What is big data, how is big data used and why is it essential for digital transformation and today’s data-driven business where actionable data and analytics matter most amidst rapidly growing volumes of mainly unstructured data across ample use cases, business processes, business functions and industries?
Big Data in a way just means “all data” (in the context of your organization and its ecosystem). And there is quite some data nowadays. The sheer volume of data we can tap into is dazzling and, looking at the growth rates of the digital data universe, it just makes you dizzy.
With the Internet of Things (IoT) and digital transformation having an impact across all verticals it goes even faster. More importantly: data has become a business asset beyond belief. So, better treat it well.
Originally, Big Data mainly was used as a term to refer to the size and complexity of data sets, as well as to the different forms of processing, analyzing and so forth that were needed to deal with those larger and more complex data sets and unlock their value.
Big Data is a term used to describe the large amount of data in the networked, digitized, sensor-laden, information-driven world (NIST)
Most people used to look at the pure volume and variety perspective: more data, more types of data, more sources of data and more diverse forms of data. The term today is also de facto used to refer to data analytics, data visualization, etc.
But data as such is meaningless, as is volume. What really matters is meaning, actionable data, actionable information, actionable intelligence, a goal and…the action to get there and move from data to decisions and…actions, thanks to Big Data analytics (BDA) and, how else could it be, artificial intelligence.
From volume to more volume but mainly to value
It’s easy to see why we are fascinated with volume and variety if you realize how much data there really is (the numbers change all the time, it truly is exponential) and in how many ways, formats and shapes it comes, from a variety of sources.
Consider the data on the Web, transaction logs, social data and the data which gets extracted from gazillions of digitized documents. Consider several other types of unstructured data such as email and text messages, data generated across numerous applications (ERP, CRM, supply chain management systems, anything in the broadest scope of suppliers and business process systems, vertical applications such as building management systems, etc.), geolocation data and, increasingly, data from sensors and other data-generating devices and components in the realm of IoT and mainly its industrial variant, Industrial IoT (and Industry 4.0, a very data-intensive framework).

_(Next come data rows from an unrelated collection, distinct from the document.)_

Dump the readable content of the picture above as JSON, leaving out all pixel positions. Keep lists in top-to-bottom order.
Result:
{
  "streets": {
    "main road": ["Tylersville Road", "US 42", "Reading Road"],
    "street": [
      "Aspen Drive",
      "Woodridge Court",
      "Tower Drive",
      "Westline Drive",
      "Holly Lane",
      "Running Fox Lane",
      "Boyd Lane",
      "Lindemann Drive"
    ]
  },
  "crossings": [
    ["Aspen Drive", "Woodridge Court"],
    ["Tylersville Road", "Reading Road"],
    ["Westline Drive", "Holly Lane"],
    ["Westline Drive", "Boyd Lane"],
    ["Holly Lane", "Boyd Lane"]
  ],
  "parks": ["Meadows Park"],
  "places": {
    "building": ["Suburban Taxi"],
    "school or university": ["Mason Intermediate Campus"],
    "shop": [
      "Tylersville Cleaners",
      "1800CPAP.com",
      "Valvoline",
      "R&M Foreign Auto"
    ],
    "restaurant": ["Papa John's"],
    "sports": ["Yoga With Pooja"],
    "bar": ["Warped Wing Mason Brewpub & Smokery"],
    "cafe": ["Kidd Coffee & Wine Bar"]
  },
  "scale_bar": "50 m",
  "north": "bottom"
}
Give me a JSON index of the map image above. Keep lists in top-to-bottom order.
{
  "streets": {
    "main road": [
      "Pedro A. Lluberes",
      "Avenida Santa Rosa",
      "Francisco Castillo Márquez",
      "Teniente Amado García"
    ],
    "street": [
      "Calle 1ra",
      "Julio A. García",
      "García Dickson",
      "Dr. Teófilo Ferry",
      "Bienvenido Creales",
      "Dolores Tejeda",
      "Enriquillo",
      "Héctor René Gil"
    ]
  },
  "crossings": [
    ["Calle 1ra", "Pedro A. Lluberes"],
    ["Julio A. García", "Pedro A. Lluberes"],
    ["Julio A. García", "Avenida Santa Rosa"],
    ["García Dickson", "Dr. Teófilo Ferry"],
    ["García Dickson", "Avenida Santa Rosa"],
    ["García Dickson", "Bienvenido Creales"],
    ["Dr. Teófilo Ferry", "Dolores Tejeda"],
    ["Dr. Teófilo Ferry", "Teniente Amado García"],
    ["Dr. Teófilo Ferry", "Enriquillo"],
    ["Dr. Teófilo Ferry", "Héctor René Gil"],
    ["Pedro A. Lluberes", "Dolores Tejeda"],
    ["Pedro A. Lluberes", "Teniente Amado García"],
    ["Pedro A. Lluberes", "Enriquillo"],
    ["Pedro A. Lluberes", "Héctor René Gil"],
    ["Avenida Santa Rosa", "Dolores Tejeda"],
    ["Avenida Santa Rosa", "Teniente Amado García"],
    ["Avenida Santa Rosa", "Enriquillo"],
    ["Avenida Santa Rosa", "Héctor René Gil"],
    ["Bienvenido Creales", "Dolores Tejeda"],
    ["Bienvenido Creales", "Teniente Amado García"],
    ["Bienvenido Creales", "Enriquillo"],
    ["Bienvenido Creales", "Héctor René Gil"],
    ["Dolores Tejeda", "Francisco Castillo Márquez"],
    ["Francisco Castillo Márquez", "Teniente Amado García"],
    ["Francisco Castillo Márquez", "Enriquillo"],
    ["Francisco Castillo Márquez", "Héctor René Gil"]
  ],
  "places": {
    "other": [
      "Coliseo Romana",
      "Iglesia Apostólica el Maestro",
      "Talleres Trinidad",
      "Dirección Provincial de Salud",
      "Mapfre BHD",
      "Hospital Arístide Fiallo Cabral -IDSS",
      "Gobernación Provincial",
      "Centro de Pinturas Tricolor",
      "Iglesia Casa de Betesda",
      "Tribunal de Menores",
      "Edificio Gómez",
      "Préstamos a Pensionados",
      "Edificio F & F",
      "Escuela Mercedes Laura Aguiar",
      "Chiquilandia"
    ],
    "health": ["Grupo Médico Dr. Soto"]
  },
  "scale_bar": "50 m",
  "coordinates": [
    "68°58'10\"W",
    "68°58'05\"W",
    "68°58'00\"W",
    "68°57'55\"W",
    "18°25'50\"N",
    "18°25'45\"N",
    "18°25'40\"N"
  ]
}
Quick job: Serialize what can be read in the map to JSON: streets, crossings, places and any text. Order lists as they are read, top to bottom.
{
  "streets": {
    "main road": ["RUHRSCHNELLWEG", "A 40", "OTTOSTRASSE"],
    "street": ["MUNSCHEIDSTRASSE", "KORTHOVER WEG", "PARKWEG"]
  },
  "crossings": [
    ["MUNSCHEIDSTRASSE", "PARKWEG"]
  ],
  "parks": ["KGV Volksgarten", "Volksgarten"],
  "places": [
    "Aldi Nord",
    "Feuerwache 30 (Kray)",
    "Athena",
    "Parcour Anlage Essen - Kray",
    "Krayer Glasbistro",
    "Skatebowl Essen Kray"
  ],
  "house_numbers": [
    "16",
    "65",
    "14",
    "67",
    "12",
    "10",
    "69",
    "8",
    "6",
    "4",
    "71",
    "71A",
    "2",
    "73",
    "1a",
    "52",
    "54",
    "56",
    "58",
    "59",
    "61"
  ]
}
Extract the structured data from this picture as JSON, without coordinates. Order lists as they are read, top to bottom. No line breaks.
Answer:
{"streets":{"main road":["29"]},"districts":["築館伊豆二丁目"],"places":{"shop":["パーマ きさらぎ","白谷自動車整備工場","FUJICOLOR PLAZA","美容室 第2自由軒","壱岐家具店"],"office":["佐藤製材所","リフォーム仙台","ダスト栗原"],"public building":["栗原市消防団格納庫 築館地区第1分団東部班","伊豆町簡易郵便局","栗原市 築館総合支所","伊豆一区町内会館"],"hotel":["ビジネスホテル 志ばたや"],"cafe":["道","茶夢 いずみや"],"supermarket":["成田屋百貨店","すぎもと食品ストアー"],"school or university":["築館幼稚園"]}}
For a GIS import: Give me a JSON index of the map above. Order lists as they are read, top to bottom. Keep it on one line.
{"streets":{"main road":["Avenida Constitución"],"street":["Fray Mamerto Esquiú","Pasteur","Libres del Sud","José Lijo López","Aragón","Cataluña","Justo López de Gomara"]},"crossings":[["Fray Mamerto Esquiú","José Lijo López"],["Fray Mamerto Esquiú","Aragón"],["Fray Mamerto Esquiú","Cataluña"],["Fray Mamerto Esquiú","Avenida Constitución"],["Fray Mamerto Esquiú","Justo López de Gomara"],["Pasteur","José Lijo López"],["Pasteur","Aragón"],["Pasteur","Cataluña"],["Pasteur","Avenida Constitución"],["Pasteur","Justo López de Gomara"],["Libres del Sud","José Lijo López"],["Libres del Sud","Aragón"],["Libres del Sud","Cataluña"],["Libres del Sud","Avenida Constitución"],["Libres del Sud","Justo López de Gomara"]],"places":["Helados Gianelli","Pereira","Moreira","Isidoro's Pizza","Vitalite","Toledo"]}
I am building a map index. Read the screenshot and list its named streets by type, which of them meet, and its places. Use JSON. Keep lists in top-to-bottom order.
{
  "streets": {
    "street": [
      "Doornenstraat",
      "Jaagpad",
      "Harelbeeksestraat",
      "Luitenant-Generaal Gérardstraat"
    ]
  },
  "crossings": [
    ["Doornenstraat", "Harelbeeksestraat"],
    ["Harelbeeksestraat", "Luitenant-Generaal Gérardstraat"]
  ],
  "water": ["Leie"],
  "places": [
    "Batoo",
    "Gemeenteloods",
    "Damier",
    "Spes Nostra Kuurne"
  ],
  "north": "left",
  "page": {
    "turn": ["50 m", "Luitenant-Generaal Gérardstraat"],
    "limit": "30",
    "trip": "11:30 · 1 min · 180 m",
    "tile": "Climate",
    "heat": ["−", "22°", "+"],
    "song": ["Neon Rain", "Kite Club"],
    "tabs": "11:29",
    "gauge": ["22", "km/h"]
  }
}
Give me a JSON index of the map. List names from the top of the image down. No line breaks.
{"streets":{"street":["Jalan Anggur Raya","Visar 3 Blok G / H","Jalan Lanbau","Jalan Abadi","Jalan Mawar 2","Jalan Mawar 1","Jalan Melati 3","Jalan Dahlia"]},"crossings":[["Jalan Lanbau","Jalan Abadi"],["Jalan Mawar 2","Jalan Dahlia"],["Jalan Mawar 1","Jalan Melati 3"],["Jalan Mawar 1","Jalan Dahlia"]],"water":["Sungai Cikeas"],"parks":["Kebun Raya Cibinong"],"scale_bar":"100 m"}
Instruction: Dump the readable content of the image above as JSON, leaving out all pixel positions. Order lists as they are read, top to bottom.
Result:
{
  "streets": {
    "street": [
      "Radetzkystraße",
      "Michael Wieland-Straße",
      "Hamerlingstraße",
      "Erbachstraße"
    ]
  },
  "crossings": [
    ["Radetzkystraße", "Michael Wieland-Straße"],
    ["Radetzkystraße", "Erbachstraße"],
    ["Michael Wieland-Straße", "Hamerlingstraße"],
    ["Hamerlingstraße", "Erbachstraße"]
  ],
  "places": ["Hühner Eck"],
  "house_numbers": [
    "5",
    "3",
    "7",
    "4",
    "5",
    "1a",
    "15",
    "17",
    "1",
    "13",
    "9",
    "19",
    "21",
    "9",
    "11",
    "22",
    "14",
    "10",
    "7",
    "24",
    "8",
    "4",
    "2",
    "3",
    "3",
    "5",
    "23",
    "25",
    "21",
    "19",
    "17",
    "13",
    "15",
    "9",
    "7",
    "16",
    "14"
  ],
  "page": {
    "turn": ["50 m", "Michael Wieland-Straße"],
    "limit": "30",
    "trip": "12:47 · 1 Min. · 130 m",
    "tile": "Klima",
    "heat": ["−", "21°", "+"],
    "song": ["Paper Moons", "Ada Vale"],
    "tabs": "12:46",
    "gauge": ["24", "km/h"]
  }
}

Regardless of when you read this: if you think the volumes of data out there and in your organization’s ecosystem are about to slow down, think again. You can imagine how Big Data and the Internet of Things, along with artificial intelligence, which is needed to make sense of all that data, only have started to show a glimpse of their tremendous impact as, in reality, for most technologies and applications, whether it concerns digital twins, predictive maintenance or even IoT (and related technologies enabling some of these applications; think AR and VR) as such, it is still relatively early days for most.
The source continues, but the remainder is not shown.